Work item:
Which lines come from the start of the records through the line that holds "position:absolute; left:1212px; top:1996px;"? Write them out word for word.

(Collected data)
★ ★ ★ ★ ★

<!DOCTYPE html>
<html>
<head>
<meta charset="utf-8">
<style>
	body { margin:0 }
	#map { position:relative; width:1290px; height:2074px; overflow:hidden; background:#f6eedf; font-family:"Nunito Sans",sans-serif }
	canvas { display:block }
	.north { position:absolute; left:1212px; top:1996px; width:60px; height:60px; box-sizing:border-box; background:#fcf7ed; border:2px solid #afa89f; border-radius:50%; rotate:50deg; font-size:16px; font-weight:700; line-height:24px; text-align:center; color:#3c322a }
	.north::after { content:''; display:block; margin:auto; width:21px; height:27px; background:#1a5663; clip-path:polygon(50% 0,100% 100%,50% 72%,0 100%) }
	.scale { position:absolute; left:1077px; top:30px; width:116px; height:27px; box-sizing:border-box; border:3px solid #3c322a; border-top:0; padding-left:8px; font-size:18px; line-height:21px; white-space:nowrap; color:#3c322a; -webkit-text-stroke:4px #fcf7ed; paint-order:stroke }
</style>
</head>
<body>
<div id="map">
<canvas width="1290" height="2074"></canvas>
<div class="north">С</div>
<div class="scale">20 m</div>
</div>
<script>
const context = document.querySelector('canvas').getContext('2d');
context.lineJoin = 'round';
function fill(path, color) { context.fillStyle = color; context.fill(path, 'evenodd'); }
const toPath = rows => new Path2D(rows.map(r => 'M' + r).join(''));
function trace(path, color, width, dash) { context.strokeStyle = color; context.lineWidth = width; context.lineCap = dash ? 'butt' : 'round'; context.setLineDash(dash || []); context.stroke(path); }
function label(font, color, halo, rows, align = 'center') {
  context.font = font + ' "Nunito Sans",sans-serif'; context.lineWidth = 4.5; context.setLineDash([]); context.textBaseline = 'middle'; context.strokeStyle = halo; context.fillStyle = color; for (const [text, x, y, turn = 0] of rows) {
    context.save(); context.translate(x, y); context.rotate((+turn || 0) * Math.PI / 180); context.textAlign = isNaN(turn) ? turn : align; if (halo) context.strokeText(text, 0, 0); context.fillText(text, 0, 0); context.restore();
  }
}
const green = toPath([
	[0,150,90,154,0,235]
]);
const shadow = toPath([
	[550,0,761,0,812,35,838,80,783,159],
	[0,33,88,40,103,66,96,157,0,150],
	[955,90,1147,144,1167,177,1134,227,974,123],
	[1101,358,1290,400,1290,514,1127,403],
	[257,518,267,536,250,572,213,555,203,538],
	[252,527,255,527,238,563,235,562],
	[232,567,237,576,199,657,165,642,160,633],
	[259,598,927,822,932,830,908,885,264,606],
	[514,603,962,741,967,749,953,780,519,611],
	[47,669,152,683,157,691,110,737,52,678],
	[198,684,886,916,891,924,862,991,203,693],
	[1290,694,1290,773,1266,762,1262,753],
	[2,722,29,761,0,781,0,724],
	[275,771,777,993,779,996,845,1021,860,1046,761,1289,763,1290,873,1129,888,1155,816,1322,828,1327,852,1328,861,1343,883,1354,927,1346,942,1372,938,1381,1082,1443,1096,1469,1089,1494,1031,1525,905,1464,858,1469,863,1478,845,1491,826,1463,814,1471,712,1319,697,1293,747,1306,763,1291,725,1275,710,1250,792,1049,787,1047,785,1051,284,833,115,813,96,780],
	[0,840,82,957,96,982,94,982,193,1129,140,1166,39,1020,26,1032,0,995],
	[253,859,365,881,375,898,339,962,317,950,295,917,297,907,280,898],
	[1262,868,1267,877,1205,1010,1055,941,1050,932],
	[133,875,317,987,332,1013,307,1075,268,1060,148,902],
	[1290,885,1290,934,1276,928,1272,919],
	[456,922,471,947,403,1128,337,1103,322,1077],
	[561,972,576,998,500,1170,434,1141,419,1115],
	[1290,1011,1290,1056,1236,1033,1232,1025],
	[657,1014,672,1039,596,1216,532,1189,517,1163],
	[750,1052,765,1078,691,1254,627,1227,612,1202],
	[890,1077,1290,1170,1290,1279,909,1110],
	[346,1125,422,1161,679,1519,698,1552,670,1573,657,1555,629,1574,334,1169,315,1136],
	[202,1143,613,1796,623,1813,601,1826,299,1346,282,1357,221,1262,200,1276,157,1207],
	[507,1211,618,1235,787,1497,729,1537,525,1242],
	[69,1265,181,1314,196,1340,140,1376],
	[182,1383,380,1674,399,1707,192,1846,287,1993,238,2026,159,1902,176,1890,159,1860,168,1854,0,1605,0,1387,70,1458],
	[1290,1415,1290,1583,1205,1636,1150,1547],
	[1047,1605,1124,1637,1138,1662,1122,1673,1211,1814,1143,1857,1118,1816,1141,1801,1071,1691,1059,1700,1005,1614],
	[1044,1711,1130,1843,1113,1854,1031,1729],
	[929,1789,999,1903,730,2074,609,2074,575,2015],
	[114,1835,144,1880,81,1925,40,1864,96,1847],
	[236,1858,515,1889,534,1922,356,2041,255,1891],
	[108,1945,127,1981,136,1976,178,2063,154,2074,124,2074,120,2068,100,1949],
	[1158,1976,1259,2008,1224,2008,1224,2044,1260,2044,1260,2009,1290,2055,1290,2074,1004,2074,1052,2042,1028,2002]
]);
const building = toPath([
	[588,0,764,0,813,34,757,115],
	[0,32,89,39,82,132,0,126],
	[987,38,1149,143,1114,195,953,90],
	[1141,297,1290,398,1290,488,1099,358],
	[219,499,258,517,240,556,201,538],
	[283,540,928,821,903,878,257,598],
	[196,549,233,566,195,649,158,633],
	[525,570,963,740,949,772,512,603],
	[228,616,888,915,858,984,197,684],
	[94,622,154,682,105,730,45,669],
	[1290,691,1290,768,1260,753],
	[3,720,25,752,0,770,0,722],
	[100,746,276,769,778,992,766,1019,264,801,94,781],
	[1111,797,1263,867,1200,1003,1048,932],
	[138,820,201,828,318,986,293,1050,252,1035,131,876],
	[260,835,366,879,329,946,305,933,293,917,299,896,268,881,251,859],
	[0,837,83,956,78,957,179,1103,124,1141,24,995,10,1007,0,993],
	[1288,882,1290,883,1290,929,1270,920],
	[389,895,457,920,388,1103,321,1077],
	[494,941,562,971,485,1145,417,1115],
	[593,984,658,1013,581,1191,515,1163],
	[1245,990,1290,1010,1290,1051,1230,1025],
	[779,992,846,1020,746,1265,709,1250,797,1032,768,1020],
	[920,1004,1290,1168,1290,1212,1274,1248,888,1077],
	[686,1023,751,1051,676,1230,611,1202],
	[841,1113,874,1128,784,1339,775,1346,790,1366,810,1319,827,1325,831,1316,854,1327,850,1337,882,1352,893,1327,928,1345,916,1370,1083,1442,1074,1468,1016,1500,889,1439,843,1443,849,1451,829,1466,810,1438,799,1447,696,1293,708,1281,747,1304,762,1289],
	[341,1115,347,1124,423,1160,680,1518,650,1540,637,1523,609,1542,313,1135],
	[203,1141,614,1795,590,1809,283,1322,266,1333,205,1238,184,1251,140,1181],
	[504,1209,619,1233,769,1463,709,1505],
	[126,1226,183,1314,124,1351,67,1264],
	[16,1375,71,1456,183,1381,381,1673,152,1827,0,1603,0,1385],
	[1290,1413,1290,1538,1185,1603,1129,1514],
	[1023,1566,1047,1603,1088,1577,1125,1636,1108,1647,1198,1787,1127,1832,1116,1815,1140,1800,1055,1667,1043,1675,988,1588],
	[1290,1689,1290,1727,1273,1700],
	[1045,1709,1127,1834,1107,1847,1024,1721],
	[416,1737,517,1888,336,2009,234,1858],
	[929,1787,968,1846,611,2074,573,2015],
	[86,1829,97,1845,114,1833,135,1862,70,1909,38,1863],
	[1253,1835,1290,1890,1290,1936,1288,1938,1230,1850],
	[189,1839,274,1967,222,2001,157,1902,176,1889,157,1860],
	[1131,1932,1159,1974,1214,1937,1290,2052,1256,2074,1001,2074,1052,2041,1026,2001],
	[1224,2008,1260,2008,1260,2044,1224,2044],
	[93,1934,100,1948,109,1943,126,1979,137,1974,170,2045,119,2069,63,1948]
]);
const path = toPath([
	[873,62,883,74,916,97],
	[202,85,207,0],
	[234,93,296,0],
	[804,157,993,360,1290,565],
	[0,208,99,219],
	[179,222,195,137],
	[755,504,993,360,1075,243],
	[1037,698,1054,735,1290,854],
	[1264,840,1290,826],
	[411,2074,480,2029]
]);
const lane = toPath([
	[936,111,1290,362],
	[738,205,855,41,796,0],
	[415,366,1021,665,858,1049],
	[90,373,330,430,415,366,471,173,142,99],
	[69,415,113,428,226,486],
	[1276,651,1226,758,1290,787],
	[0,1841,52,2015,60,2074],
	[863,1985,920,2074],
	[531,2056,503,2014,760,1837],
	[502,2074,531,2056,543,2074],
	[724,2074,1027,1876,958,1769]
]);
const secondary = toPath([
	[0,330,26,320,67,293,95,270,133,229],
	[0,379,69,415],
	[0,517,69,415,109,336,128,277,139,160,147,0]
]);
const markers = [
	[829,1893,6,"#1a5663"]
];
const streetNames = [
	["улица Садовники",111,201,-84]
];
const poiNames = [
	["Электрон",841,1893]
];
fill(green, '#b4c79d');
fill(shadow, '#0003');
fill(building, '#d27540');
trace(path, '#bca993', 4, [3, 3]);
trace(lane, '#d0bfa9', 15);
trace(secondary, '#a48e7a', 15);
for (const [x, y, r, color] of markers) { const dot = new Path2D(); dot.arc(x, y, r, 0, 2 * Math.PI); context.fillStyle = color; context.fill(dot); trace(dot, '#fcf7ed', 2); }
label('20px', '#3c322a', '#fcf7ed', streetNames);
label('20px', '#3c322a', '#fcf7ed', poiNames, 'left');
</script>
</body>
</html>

★ ★ ★ ★ ★

Reply to the task:
<!DOCTYPE html>
<html>
<head>
<meta charset="utf-8">
<style>
	body { margin:0 }
	#map { position:relative; width:1290px; height:2074px; overflow:hidden; background:#f6eedf; font-family:"Nunito Sans",sans-serif }
	canvas { display:block }
	.north { position:absolute; left:1212px; top:1996px; width:60px; height:60px; box-sizing:border-box; background:#fcf7ed; border:2px solid #afa89f; border-radius:50%; rotate:50deg; font-size:16px; font-weight:700; line-height:24px; text-align:center; color:#3c322a }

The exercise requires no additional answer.